- _About this task_: Your answer should be every line of the records that contains the word "left".

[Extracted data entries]
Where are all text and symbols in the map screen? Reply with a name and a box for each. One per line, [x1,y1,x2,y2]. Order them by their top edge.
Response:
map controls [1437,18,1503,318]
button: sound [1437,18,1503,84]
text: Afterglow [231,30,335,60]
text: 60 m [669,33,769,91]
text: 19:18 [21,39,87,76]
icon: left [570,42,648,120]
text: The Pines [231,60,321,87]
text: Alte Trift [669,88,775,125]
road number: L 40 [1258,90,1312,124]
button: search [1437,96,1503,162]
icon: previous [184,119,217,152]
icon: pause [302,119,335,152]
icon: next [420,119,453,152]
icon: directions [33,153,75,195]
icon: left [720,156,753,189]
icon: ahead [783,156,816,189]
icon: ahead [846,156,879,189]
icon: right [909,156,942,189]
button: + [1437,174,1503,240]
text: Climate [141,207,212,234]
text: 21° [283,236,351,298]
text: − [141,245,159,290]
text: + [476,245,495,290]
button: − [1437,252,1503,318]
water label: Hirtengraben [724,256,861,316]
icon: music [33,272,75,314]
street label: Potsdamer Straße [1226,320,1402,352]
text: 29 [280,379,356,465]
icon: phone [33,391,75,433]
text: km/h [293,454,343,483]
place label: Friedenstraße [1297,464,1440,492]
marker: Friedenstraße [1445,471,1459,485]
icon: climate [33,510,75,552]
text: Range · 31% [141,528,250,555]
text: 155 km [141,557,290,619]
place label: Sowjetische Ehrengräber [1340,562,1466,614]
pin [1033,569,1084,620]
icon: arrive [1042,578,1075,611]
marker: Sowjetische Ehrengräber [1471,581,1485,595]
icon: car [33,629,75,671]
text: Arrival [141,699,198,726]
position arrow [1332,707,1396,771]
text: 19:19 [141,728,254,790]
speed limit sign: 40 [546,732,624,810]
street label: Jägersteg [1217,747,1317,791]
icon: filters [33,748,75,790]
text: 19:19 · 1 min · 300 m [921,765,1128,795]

- _Answer for the task_:
icon: left [570,42,648,120]
icon: left [720,156,753,189]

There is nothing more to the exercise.